Your equation is the solution to Schrodinger's equation that describes a particle in a 1-D "box" of length L. The particular solution you have written represents the odd states. The integer-valued parametre, n, labels the quantum levels at which the particle can be inside the box. In each of these quantum states, 1, 2, 3,...$i$,...$j,...n,...$ the particle has different amount of energy, which are given by the equation
$E_n=\frac{h^2}{2mL^2}n^2$ where $n=1,2,3,...,i,...j,...n,...$.

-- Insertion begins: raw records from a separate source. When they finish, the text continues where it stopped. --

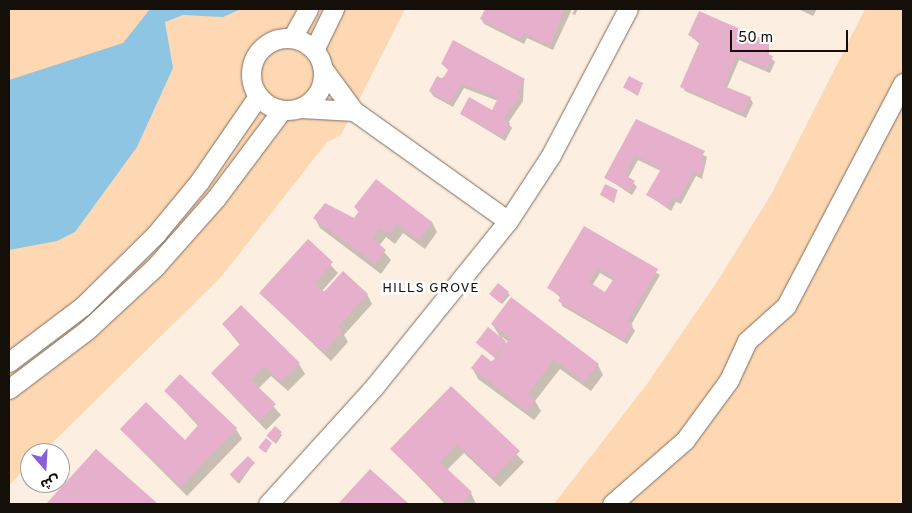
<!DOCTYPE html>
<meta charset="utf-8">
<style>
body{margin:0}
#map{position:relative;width:912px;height:513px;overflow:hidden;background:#fceee0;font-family:Overpass,"Noto Sans Arabic",sans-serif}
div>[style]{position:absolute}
.green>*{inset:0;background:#fed7b3}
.water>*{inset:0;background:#8dc5e3}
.shadow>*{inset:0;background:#0003}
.building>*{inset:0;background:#e6b0cc;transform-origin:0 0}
.roads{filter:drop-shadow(0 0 1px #7e6f60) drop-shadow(0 0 1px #7e6f60)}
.minor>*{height:19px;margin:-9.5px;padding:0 9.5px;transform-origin:9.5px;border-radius:9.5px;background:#fff}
.minor>.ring{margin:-9.5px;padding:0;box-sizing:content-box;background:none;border:19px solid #fff;border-radius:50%}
span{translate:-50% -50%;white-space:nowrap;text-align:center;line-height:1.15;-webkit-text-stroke:5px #fff;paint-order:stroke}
.neighbourhood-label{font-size:14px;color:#150f09;letter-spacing:1px}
.frame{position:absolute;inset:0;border:10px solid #150f09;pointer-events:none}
.north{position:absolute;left:20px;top:443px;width:50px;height:50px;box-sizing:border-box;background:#fff;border:1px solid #a19f9d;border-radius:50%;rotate:161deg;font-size:14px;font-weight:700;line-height:20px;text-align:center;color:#150f09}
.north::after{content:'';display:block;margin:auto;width:18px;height:22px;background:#885fda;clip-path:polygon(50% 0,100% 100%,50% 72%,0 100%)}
.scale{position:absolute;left:730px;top:30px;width:118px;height:22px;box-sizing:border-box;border:2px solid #150f09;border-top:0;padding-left:6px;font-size:15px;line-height:18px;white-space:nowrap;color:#150f09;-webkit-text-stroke:4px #fff;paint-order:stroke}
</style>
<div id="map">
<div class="green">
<i style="clip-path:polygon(9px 9px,405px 9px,341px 135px,327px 142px,221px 277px,42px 453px,30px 453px,30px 464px,9px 485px)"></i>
<i style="clip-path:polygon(865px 9px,903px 9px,903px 504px,554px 504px,647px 384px,717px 282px,772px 193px)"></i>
</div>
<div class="water">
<i style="clip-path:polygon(150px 9px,241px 9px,223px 17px,183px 15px,165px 22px,173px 68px,137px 147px,75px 232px,57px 241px,9px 250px,9px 80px,123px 43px)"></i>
</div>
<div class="shadow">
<i style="clip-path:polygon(486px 9px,544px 11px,572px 9px,553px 50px,527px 38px,524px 44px,484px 24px,481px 18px)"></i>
<i style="clip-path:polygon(575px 9px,578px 9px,575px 15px,572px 14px)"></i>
<i style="clip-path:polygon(798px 9px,817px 9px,813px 16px)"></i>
<i style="clip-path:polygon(689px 35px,769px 43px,769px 56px,775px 62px,770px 73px,739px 60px,727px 88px,750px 98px,753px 103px,746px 118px,685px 91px,682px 86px,700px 44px)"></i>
<i style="clip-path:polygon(442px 64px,524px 80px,523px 101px,508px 123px,512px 128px,505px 141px,461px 114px,492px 112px,498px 101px,464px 88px,453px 107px,433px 96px,430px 91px,449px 71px)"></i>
<i style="clip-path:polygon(642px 84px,638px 96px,624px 87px)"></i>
<i style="clip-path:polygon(637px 120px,707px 157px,702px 179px,696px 176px,681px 204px,676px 202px,671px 211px,648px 195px,661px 171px,638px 160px,628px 178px,637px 187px,632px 195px,606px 178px)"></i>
<i style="clip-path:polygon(617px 191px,614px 203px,601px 195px)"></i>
<i style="clip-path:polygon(355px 207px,432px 222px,437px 232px,425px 249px,403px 233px,395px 244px,386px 237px,379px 246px,391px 260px,381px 274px,320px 228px,315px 218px,354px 219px,359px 213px)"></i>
<i style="clip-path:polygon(evenodd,584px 228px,660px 275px,631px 325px,635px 331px,627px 344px,562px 306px,561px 298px,549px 288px,584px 228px,600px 273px,614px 281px,606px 294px,592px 286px,600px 273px)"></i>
<i style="clip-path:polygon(308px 241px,338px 273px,322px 291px,367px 294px,372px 304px,344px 335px,348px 342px,331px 361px,260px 293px)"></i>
<i style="clip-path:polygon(499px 285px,510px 295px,502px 304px,492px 296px)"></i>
<i style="clip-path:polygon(223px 324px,299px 364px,305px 374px,288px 391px,271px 376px,258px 389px,281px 415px,266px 430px,212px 374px,240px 345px)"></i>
<i style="clip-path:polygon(evenodd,492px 324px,598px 365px,603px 375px,591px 391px,560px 369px,535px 401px,541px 411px,534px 420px,478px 379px,473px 369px,496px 359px,478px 343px,501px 338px,492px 324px,502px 337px,509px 342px,507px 345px,502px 337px)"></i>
<i style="clip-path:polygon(451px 388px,524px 462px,500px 487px,464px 453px,447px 470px,471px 493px,476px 504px,445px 504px,392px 449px)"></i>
<i style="clip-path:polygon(166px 391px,236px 429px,242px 439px,187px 496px,121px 430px,185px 441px,199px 427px)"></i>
<i style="clip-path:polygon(275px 428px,282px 435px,276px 444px,268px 436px)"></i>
<i style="clip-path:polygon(271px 444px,266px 453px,259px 447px)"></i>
<i style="clip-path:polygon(97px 451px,156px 504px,48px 504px)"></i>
<i style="clip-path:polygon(254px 463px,239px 484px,233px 478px,232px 476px)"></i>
<i style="clip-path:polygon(370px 471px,407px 504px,340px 504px)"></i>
</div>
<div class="building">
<i style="clip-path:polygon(485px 9px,564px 9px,550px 46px,524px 33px,521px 39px,480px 19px)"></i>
<i style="clip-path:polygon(699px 11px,770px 42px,765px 53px,773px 56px,767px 69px,737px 56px,724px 86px,751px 97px,743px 114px,680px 87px,700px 41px,688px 35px)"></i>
<i style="clip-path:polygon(453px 40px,525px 79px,517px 93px,521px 95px,504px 119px,510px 123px,502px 137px,460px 114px,469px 97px,492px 110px,498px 98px,461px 83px,450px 103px,429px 91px,437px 76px,443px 79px,449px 68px,441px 64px)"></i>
<i style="left:629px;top:76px;width:16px;height:13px;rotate:27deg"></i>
<i style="clip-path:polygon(636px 119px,705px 151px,700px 160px,706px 163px,699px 175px,693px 172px,678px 200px,673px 197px,668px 207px,646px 195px,661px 169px,635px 155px,625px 175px,635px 181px,629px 191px,604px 178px)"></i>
<i style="clip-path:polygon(376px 179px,432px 222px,419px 240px,397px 224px,389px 234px,380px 228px,372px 238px,386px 250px,375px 264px,313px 218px,325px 203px,354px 218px,359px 211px,354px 207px)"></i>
<i style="left:605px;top:184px;width:14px;height:12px;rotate:25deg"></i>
<i style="clip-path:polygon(evenodd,584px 226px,658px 269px,627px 322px,633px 325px,624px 340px,558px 301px,561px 296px,547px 288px,584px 226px,597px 268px,614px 278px,605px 292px,589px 282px,597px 268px)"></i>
<i style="clip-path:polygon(308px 239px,333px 262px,315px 283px,324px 292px,343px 271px,368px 294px,338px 326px,343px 331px,324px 352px,259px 293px)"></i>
<i style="left:498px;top:283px;width:14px;height:14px;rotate:39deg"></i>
<i style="clip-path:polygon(511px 297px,599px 364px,584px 382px,554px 359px,528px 394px,536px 400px,527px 411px,471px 368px,482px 354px,492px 362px,510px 338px,491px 324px)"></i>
<i style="clip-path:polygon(241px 305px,300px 363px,281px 382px,265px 366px,251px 380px,276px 404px,259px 421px,211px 373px,241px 343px,222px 324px)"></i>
<i style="left:488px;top:327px;width:23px;height:20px;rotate:38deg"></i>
<i style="clip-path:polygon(180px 374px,237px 428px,181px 487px,120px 429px,146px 402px,185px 440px,199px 424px,164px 391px)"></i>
<i style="clip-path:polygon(451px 386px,520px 451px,493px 478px,457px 444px,440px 462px,472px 492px,460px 504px,448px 504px,390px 449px)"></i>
<i style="left:275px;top:426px;width:9px;height:13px;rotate:41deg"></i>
<i style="left:266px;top:438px;width:8px;height:12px;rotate:40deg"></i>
<i style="clip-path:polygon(96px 449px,158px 504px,46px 504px)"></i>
<i style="left:248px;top:456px;width:10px;height:26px;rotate:45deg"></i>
<i style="clip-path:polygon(370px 469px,409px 504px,338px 504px)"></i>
</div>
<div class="roads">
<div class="minor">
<i class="ring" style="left:251px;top:38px;width:53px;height:53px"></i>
<i style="left:292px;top:38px;width:33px;rotate:-61deg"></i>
<i style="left:314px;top:50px;width:46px;rotate:-64deg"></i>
<i style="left:323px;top:69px;width:52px;rotate:53.6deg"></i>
<i style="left:354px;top:111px;width:189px;rotate:35.5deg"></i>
<i style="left:301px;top:108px;width:53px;rotate:3.2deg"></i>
<i style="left:9px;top:362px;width:93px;rotate:-37.1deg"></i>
<i style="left:83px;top:306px;width:103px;rotate:-44.6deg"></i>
<i style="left:156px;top:234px;width:67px;rotate:-50.4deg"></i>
<i style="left:199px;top:182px;width:104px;rotate:-55.5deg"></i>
<i style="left:9px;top:389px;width:98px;rotate:-37.1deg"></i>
<i style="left:87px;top:330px;width:93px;rotate:-42.8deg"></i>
<i style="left:155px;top:267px;width:92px;rotate:-48.5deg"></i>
<i style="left:216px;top:198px;width:110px;rotate:-53.1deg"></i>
<i style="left:268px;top:504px;width:158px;rotate:-47.8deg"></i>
<i style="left:374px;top:387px;width:213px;rotate:-51.1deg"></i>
<i style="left:508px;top:221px;width:79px;rotate:-56.9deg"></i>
<i style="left:551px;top:155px;width:165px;rotate:-62.2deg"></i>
<i style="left:612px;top:504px;width:97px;rotate:-41.2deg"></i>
<i style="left:685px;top:440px;width:74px;rotate:-53.7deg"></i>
<i style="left:729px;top:380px;width:43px;rotate:-65.2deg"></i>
<i style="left:747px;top:341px;width:52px;rotate:-41.9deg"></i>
<i style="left:786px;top:306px;width:252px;rotate:-62.3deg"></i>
</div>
</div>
<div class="neighbourhood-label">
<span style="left:431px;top:289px">HILLS GROVE</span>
</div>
<div class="frame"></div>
<div class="north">ش</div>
<div class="scale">50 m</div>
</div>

A quantum state corresponding to the energy level $j$ is sybolically indicated by $|j>$ and is given by your equation with replacing $n$ by $j$, as you have done for $n=1$ and $n=2$. The particular expression you have written, $<\psi_i|\psi_j>$, represents the transition probability amplitude for the particle to jump from quantum state $|\psi_j>$ to $|\psi_i>$. The latter is zero since these wave-functions form an orthonormal set of quantum states, and you are showing this with the $\delta_{ij}$ symbole.